Aux Jeux olympiques d’hiver de la jeunesse, trois « Rasta rockett » à la tunisienne
Ce lundi 22 janvier, trois jeunes tunisiens disputent les épreuves de bobsleigh dans le cadre des Jeux olympiques d’hiver de la jeunesse qui se déroulent à Gangwon, en Corée du Sud, du 19 janvier au 1er février. Une première pour la Tunisie où les chutes de neige sont rares.
En 1984, Jonathan Lourimi, Sophie Ghorbal et Beya Mokrani n’étaient pas encore nés mais l’athlète sénégalais Lamine Guèye leur traçait déjà la voie, ou plutôt la piste, en devenant le premier skieur d’Afrique subsaharienne à se qualifier pour les Jeux olympiques de Sarajevo. Une avancée de taille après les qualifications de l’Afrique du Sud, dès les années 1960, en patinage artistique.
Quatre décennies et une médaille d’or – remportée par Adam Lamhamedi, skieur alpin marocain – plus tard, trois jeunes Tunisiens se qualifient pour les Jeux olympiques de la jeunesse disputés en ce mois de janvier à Gangwon, en Corée du Sud. Tous les trois concourront en bobsleigh, un sport d’hiver qui se pratique en monobob pour les femmes ou en équipe de deux ou quatre pour les hommes.
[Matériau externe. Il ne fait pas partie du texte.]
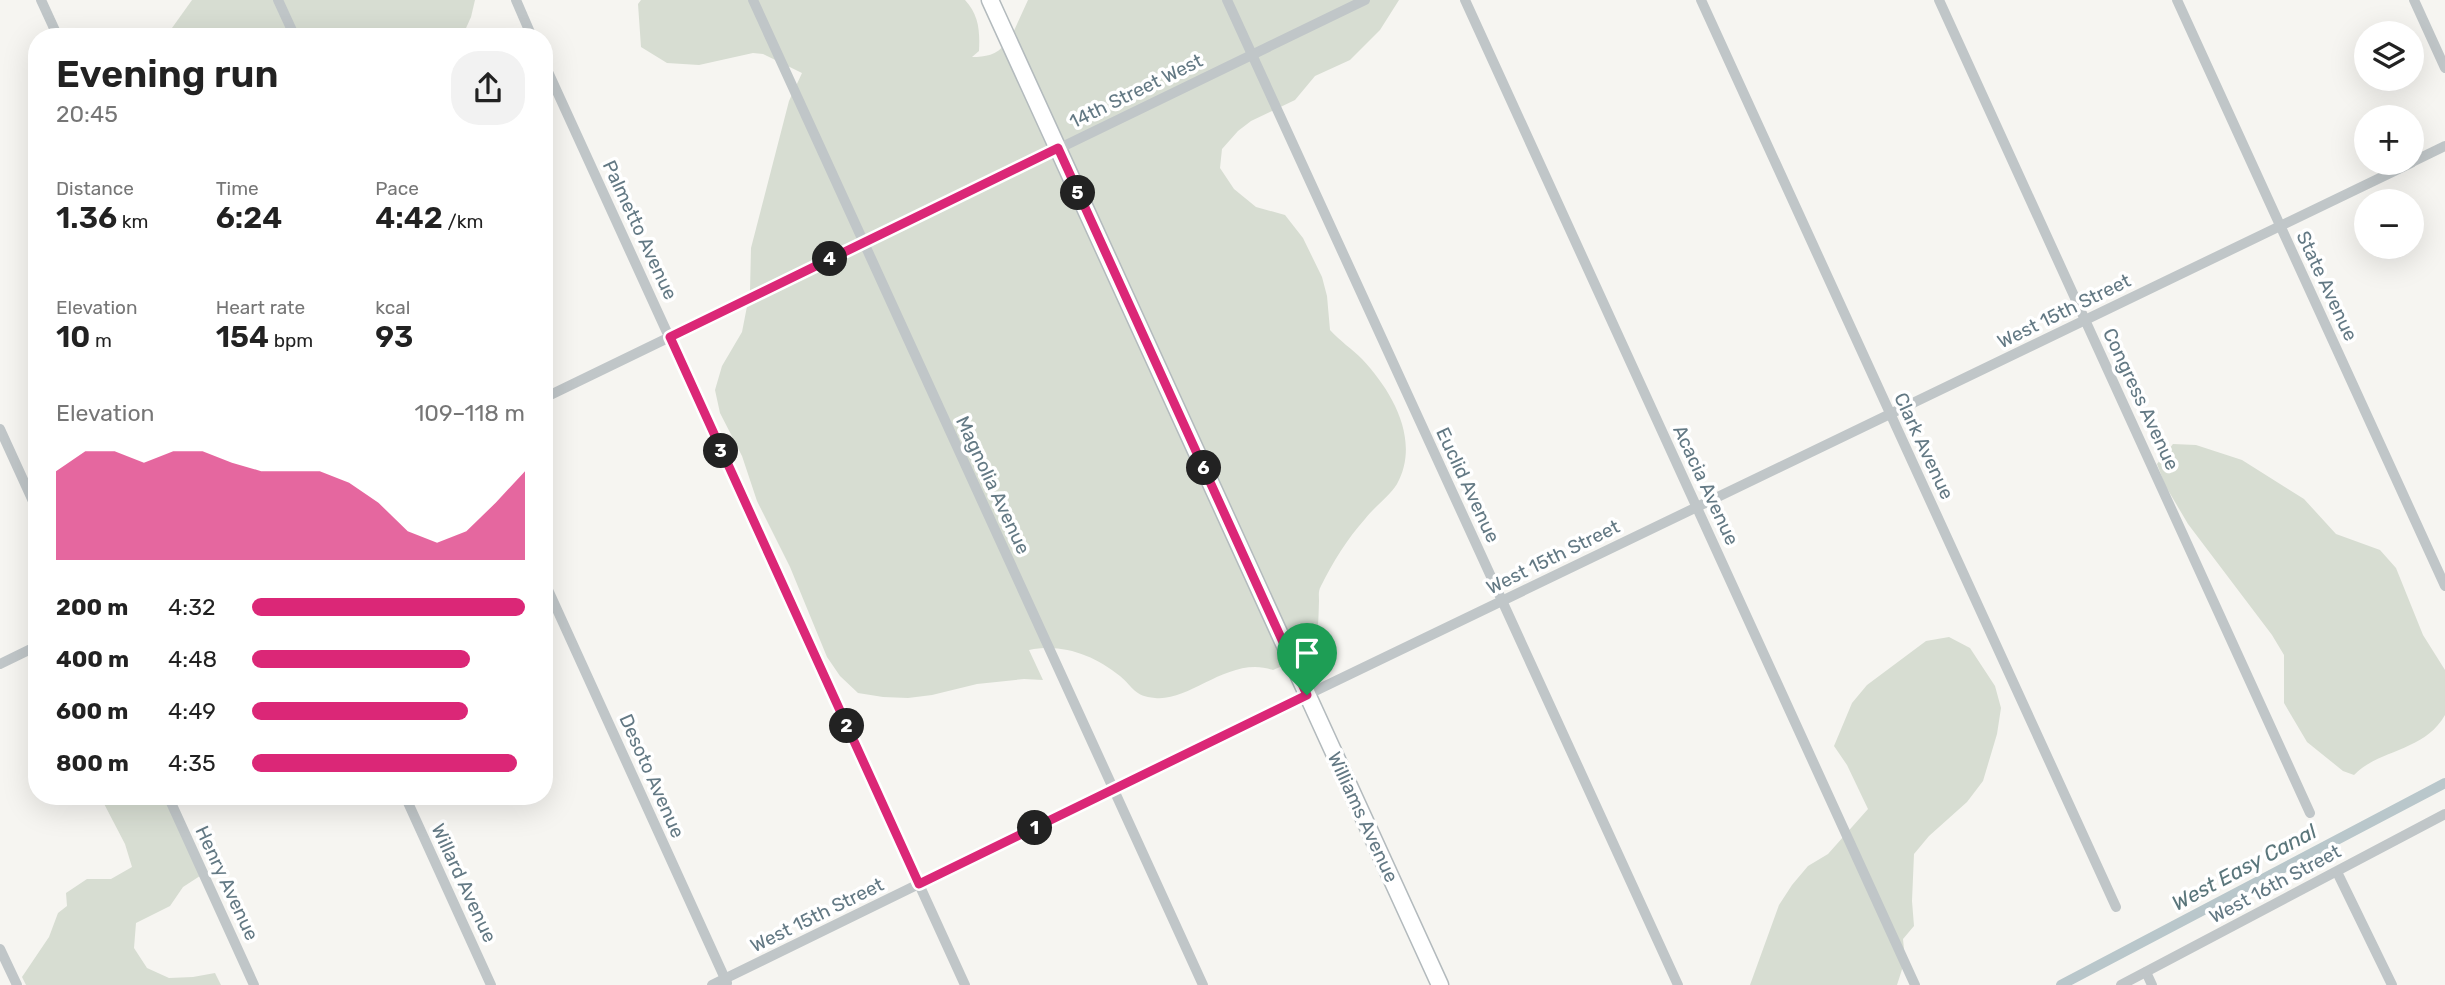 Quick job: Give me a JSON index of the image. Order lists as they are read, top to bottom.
{
  "streets": {
    "street": [
      "14th Street West",
      "Palmetto Avenue",
      "State Avenue",
      "West 15th Street",
      "Congress Avenue",
      "Clark Avenue",
      "Magnolia Avenue",
      "Euclid Avenue",
      "Acacia Avenue",
      "Desoto Avenue",
      "Williams Avenue",
      "Henry Avenue",
      "Willard Avenue",
      "West 16th Street"
    ]
  },
  "crossings": [
    ["14th Street West", "Palmetto Avenue"],
    ["14th Street West", "Magnolia Avenue"],
    ["14th Street West", "Euclid Avenue"],
    ["14th Street West", "Williams Avenue"],
    ["Palmetto Avenue", "West 15th Street"],
    ["State Avenue", "West 15th Street"],
    ["West 15th Street", "Congress Avenue"],
    ["West 15th Street", "Clark Avenue"],
    ["West 15th Street", "Magnolia Avenue"],
    ["West 15th Street", "Euclid Avenue"],
    ["West 15th Street", "Acacia Avenue"],
    ["West 15th Street", "Desoto Avenue"],
    ["West 15th Street", "Williams Avenue"]
  ],
  "water": ["West Easy Canal"],
  "page": {
    "map_buttons": ["+", "−"],
    "heading": ["Evening run", "20:45"],
    "stats": [
      ["Distance", "1.36 km"],
      ["Time", "6:24"],
      ["Pace", "4:42 /km"],
      ["Elevation", "10 m"],
      ["Heart rate", "154 bpm"],
      ["kcal", "93"]
    ],
    "pins": [
      "5",
      "4",
      "3",
      "6",
      "2",
      "1"
    ],
    "chart": ["Elevation", "109–118 m"],
    "list": [
      {
        "name": "200 m",
        "note": "4:32"
      },
      {
        "name": "400 m",
        "note": "4:48"
      },
      {
        "name": "600 m",
        "note": "4:49"
      },
      {
        "name": "800 m",
        "note": "4:35"
      }
    ]
  }
} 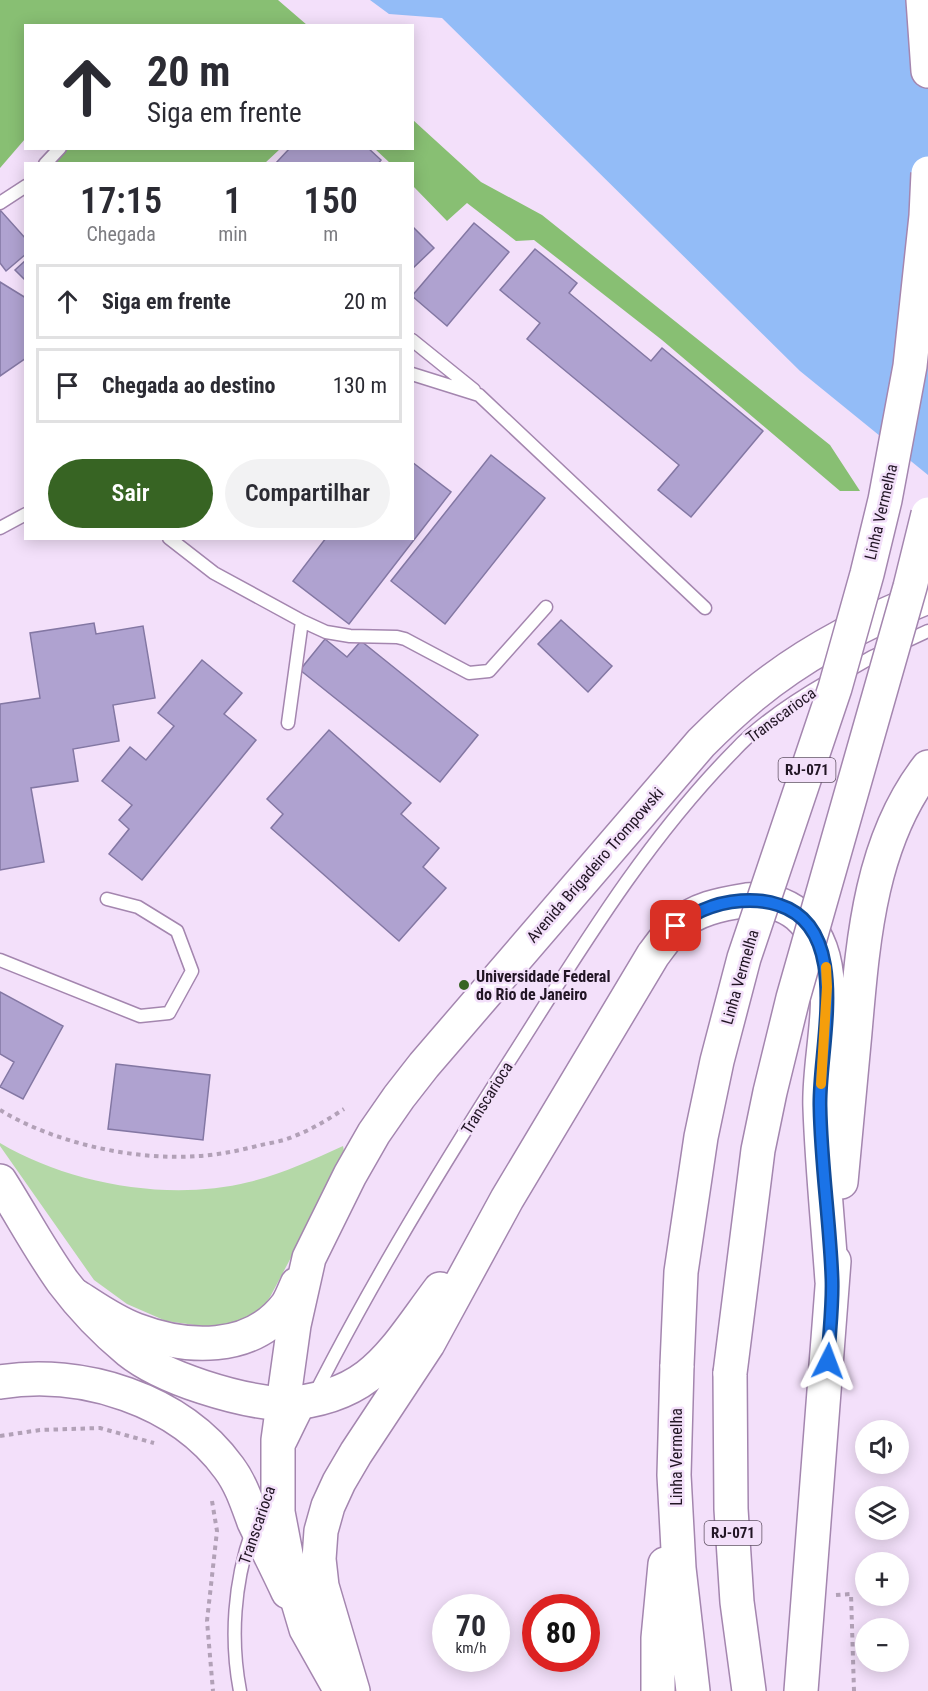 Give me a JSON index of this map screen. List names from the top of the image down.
{
  "streets": {
    "main road": ["Linha Vermelha", "RJ-071", "Avenida Brigadeiro Trompowski"],
    "lane": ["Transcarioca"]
  },
  "crossings": [
    ["Transcarioca", "Avenida Brigadeiro Trompowski"]
  ],
  "places": ["Universidade Federal do Rio de Janeiro"],
  "page": {
    "turn": ["20 m", "Siga em frente"],
    "eta": [
      "17:15",
      "Chegada",
      "1",
      "min",
      "150",
      "m"
    ],
    "list": [
      {
        "name": "Siga em frente",
        "value": "20 m"
      },
      {
        "name": "Chegada ao destino",
        "value": "130 m"
      }
    ],
    "buttons": ["Sair", "Compartilhar"],
    "map_buttons": ["+", "−"],
    "speed": "70 km/h",
    "limit": "80"
  }
} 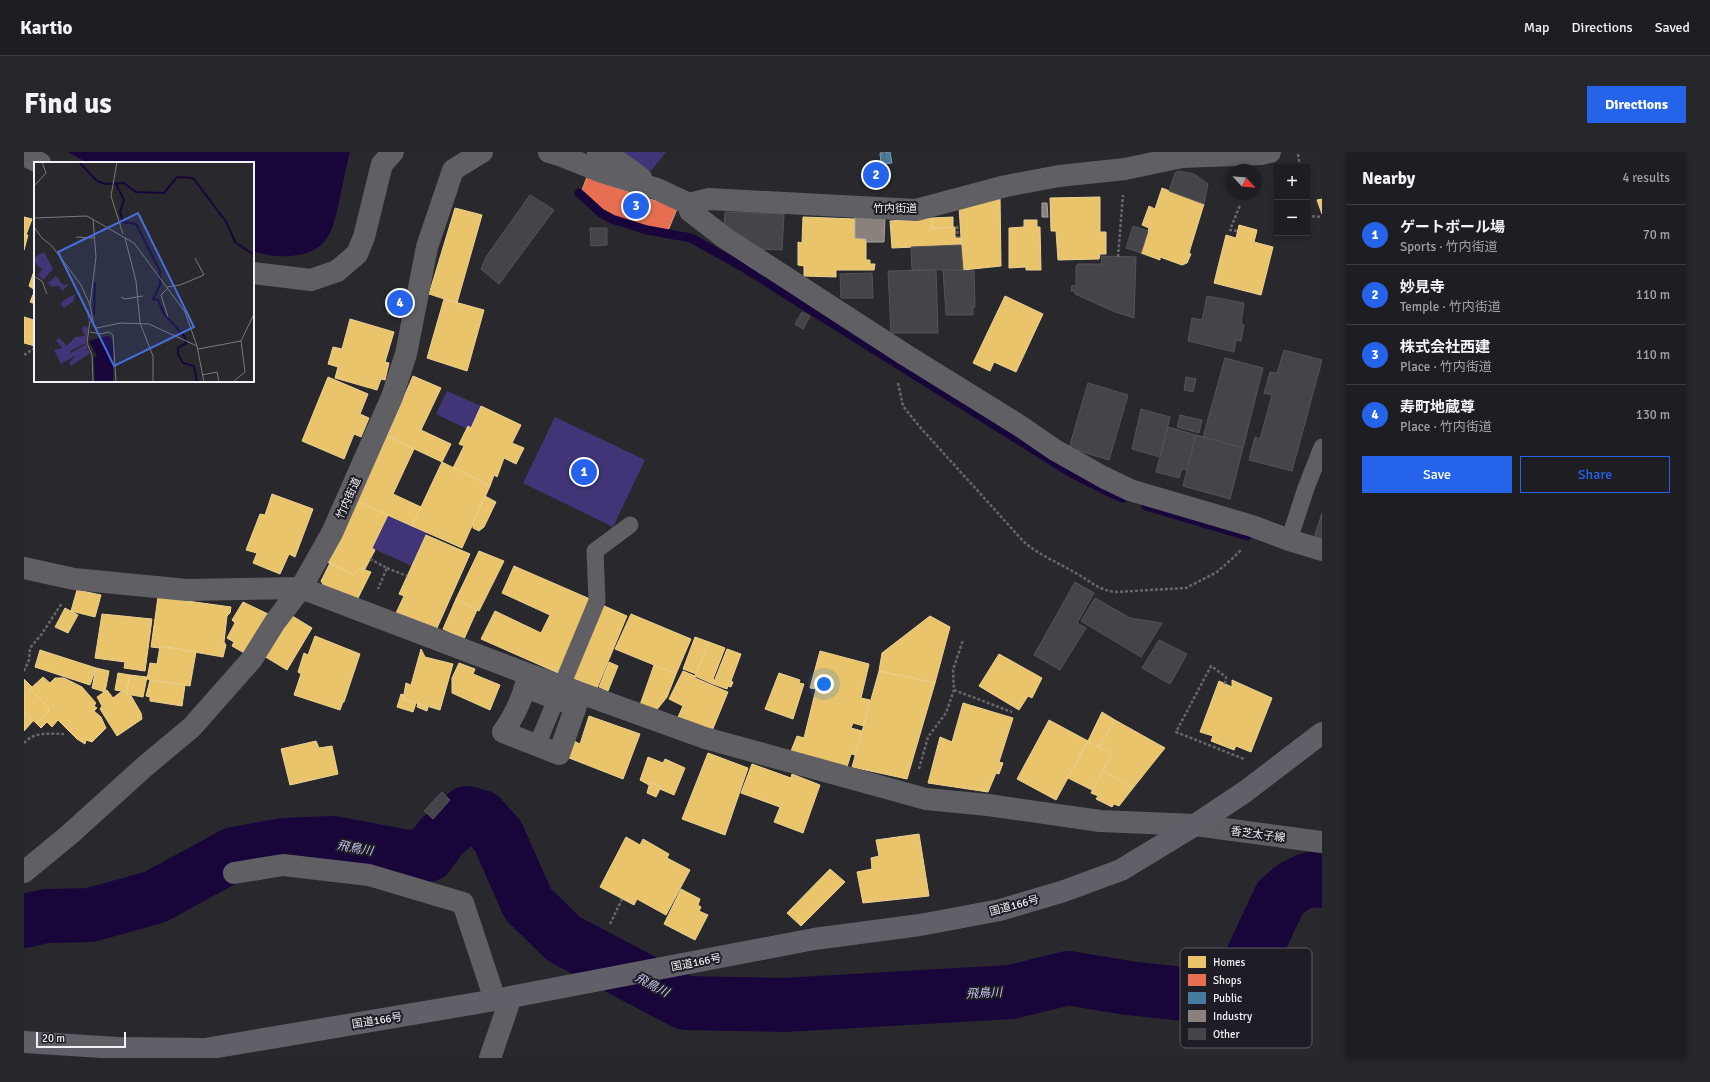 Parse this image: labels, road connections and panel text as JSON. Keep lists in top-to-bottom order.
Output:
{
  "streets": {
    "highway": ["国道166号"],
    "main road": ["香芝太子線"],
    "street": ["竹内街道"]
  },
  "crossings": [
    ["香芝太子線", "国道166号"]
  ],
  "water": ["飛鳥川"],
  "legend": [
    "Homes",
    "Shops",
    "Public",
    "Industry",
    "Other"
  ],
  "scale_bar": "20 m",
  "north": "bottom right",
  "page": {
    "header": "Kartio",
    "nav": ["Map", "Directions", "Saved"],
    "buttons": [
      "Directions",
      ["Save", "Share"]
    ],
    "title": "Find us",
    "heading": ["Nearby", "4 results"],
    "pins": [
      "2",
      "3",
      "4",
      "1"
    ],
    "map_buttons": ["+", "−"],
    "list": [
      {
        "mark": "1",
        "name": "ゲートボール場",
        "note": "Sports · 竹内街道",
        "value": "70 m"
      },
      {
        "mark": "2",
        "name": "妙見寺",
        "note": "Temple · 竹内街道",
        "value": "110 m"
      },
      {
        "mark": "3",
        "name": "株式会社西建",
        "note": "Place · 竹内街道",
        "value": "110 m"
      },
      {
        "mark": "4",
        "name": "寿町地蔵尊",
        "note": "Place · 竹内街道",
        "value": "130 m"
      }
    ],
    "scale": "20 m"
  }
}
La discipline consiste à descendre une piste glacée dans un engin constitué d’un châssis en acier et d’un carénage, avec une quinzaine de virage et des vitesses pouvant atteindre jusqu’à 150 km/ heure. Un sport d’adrénaline mais aussi de précision qui a séduit les athlètes tunisiens, qui ne connaissaient pas du tout le bobsleigh avant de participer au programme.
Si les nations africaines sont de plus en plus présentes aux Jeux olympiques d’hiver pour adultes et pour la jeunesse, c’est une première pour la Tunisie. D’autant que Sophie Ghorbal et Beya Mokrani s’entraînent en grande partie à domicile, à Tunis, où elles résident. Jonathan Lourimi, lui, vit en Suède où la neige est plus fréquente. Un atout mais pas forcément un avantage sur les autres compétiteurs selon Ihab Ayed, premier Tunisien à avoir constitué une équipe de hockey sur glace tunisienne et militant pour le développement des sports d’hiver en Afrique.
« La revanche des pays du Sud »
« Au final, ce que montrent les athlètes africains à travers l’histoire, c’est justement que vivre dans un pays de neige et de montagne n’est pas forcément obligatoire pour accéder à ces sports. C’est un peu la revanche des pays du Sud sur le Nord, dans des sports souvent considérés élitistes », explique l’ancien hockeyeur, qui a suivi les athlètes tunisiens durant tout leur entraînement vers les Jeux olympiques. Une aventure qui rappelle forcément celle des athlètes jamaïcains – dont l’épopée a donné lieu à un film célèbre, Rasta rockett – qui avaient donné l’exemple en étant les premiers à venir se confronter aux spécialistes du bobsleigh dès les Jeux olympiques de Calgary, en 1988.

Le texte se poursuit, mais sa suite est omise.